Damn, it was turning cold fast. Ash hurried from the barn to the house for a quick evening meal, and then it would be back into the cold for him.

He'd been sleeping in the barn for three days, and but for one snide comment from Verna everyone in the house ignored the new sleeping arrangements. He didn't sleep any better in the barn than he did in the house, but at least now he could blame the weather or the hard cot or Charmaine for his sleepless nights.

He heard the shouting before he so much as set foot onto the steps to the porch.

“I will not allow it!” Verna's voice was high-pitched and sharp.

And who was the recipient of that acid tongue tonight? Elmo? Oswald? His smile faded. It had better not be Charmaine.

His question was answered before he opened the door, by Elmo's unusually strong reply. “I'm going, and you can't stop me.”

“But what about the treasure?” Verna hissed as Ash opened the door.

The three of them turned sharply to the door. Verna's face paled, and Elmo had the good manners to look ashamed. Oswald was cool as always.

“What treasure?” Ash asked as he closed the door behind him, shutting out the cold wind.

Verna's eyes narrowed. “You know very well what treasure. The Montgomery treasure your mother brought with her when she came to this house, the treasure your father talked about on his deathbed. ‘Be sure Ash remembers where the treasure is. Lila wanted him to have it.' ”

“Funny, Verna,” Ash said emotionlessly as he stripped off his heavy coat. “You've never asked me about the Montgomery treasure.”

She reached out and slapped Elmo on the arm. “See what you've done? We'll never get it now!”

Charmaine came to the top of the stairs, and she watched the scene with apparent interest. Nathan was not far behind her. He'd been dressing for dinner, as he did every evening — even when the meal was nothing more than tasteless stew or burnt chicken.

“Would everyone like to see the Montgomery treasure?” Ash asked softly. Nathan smiled widely, and Charmaine waited with curious expectation on her face. Verna's eyes became bright, and Oswald grinned wickedly.

Ash moved the rocking chair Verna sat in every night, threw back the tattered rug, and dropped to his haunches. It had been a long time, but he was sure he hadn't forgotten. He pressed against one floorboard, and it held fast. He moved to the next, and this time when he pushed hard the floorboard popped up to reveal Lila Montgomery's secret hiding place.

“You idiot,” Verna hissed. Ash didn't turn to see which son she admonished. “I told you to search this room!”

“I did!” Oswald snapped. “Several times!”

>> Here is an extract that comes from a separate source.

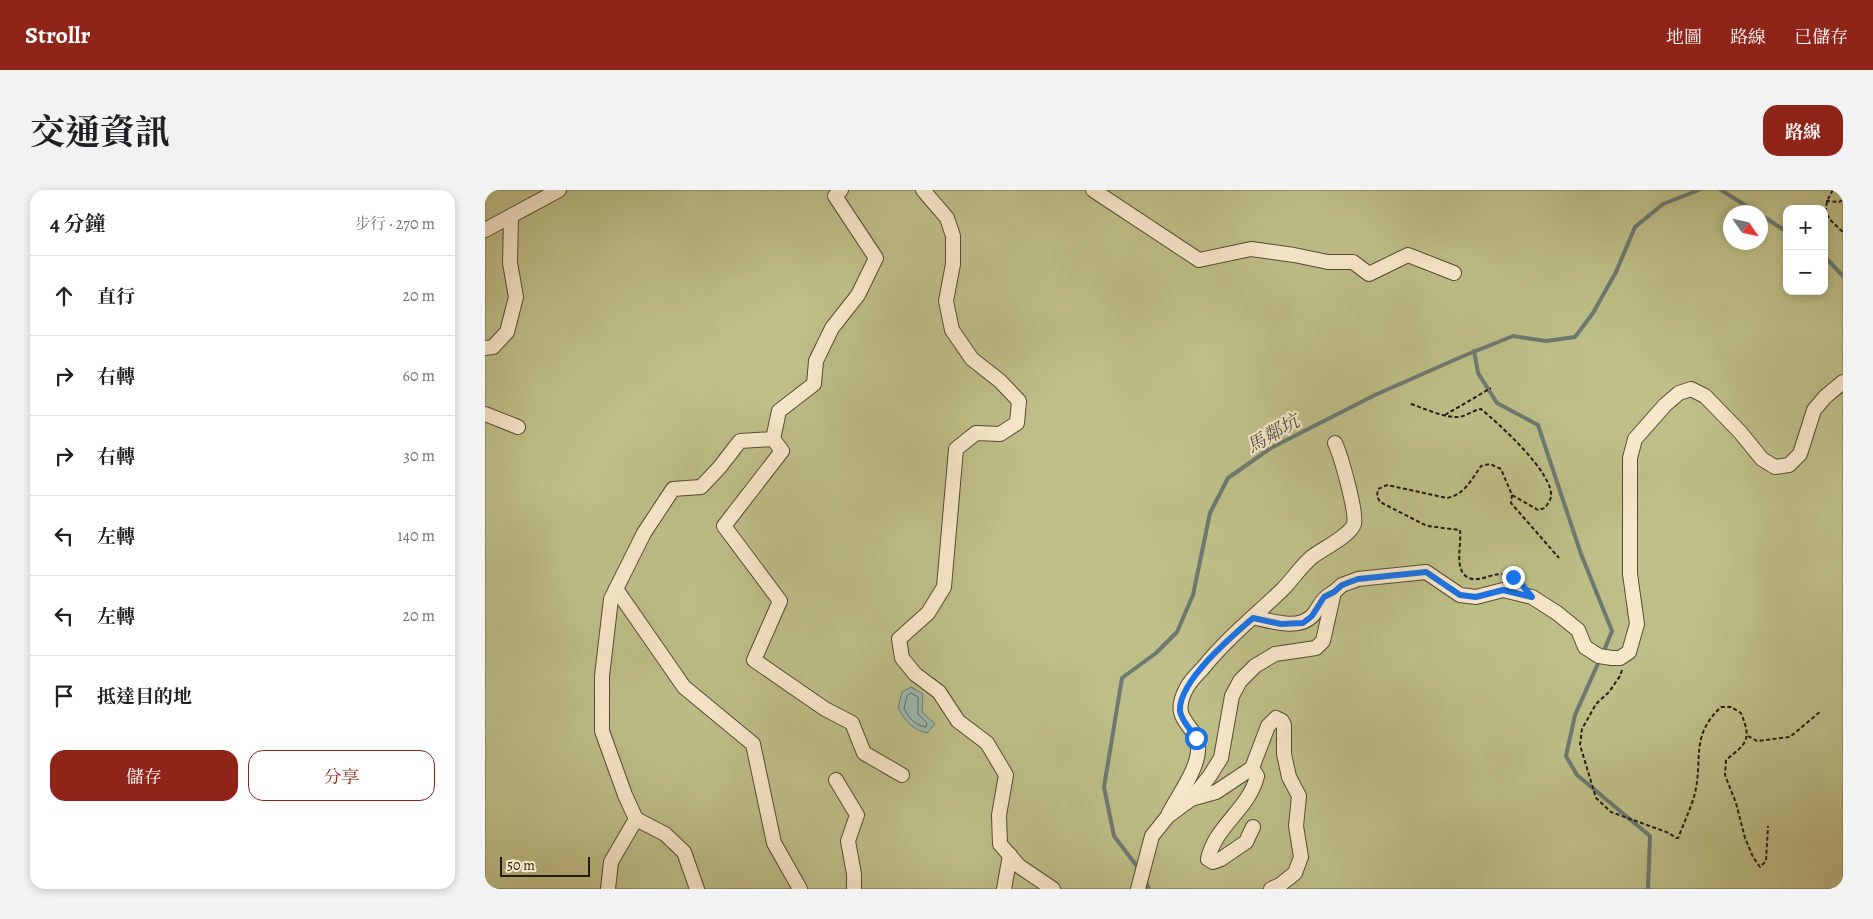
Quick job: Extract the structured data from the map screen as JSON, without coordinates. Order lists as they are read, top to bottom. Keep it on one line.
{"water":["馬鄰坑"],"scale_bar":"50 m","north":"bottom right","page":{"header":"Strollr","nav":["地圖","路線","已儲存"],"title":"交通資訊","buttons":["路線",["儲存","分享"]],"heading":["4 分鐘","步行 · 270 m"],"map_buttons":["+","−"],"list":[["直行","20 m"],["右轉","60 m"],["右轉","30 m"],["左轉","140 m"],["左轉","20 m"],"抵達目的地"],"scale":"50 m"}}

Ash didn't listen to their continuing argument. He lifted another board and then he reached into the space beneath the floorboard and wrapped his fingers around the wooden box that held his mother's treasure.

It had been years since he'd gone through the contents, and he placed the box on the floor and lifted the lid carefully. There was a silent crowd around him, now. Verna and her boys, Nathan and Charmaine, all looking down at the valuables within.

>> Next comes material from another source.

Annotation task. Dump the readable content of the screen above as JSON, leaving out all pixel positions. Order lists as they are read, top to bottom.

“The Montgomery family Bible,” he said, lifting the largest and heaviest item in the box. He gently turned back the cover to reveal the family history written carefully there. His name was the last entry in this book. “Her favorite book of poems.” He took the slim volume from the box and leafed through the yellowed pages. How many evenings had she read to him from this book? There had always been something of the dreamer in her, something fragile and much too soft for the life she had chosen.

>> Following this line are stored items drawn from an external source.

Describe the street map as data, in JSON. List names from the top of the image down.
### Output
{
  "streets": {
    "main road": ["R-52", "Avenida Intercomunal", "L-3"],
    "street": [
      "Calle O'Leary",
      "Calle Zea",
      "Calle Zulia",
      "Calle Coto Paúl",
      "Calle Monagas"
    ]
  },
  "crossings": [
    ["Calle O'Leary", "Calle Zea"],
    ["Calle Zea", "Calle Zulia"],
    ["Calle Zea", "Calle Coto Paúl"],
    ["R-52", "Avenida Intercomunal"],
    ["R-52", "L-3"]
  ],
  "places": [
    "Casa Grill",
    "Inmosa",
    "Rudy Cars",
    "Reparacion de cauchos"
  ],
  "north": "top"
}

“Is that it?” Verna wailed.

“Oh, no,” Ash said as he delved one more time into the box. “We can't forget the Montgomery family blessing.”

“The
what?

Ash smiled grimly at Oswald's outburst. “The Montgomery family blessing has been handed down from generation to generation for more than a hundred years. Now
that's
a treasure.”

Charmaine's curious eyes were fastened on the contents of the box — and then on him. “Lila Montgomery, my mother,” he said, speaking only to Charmaine, “was a young woman when the War Between the States began. Her family was untouched, at first, and then everything went wrong. She saw her father die, and then her brothers, and then her mother.” He never spoke of this, because he felt his mother's agony for these ancestors he had never met. But for his wife — temporary though she may be — he would tell it.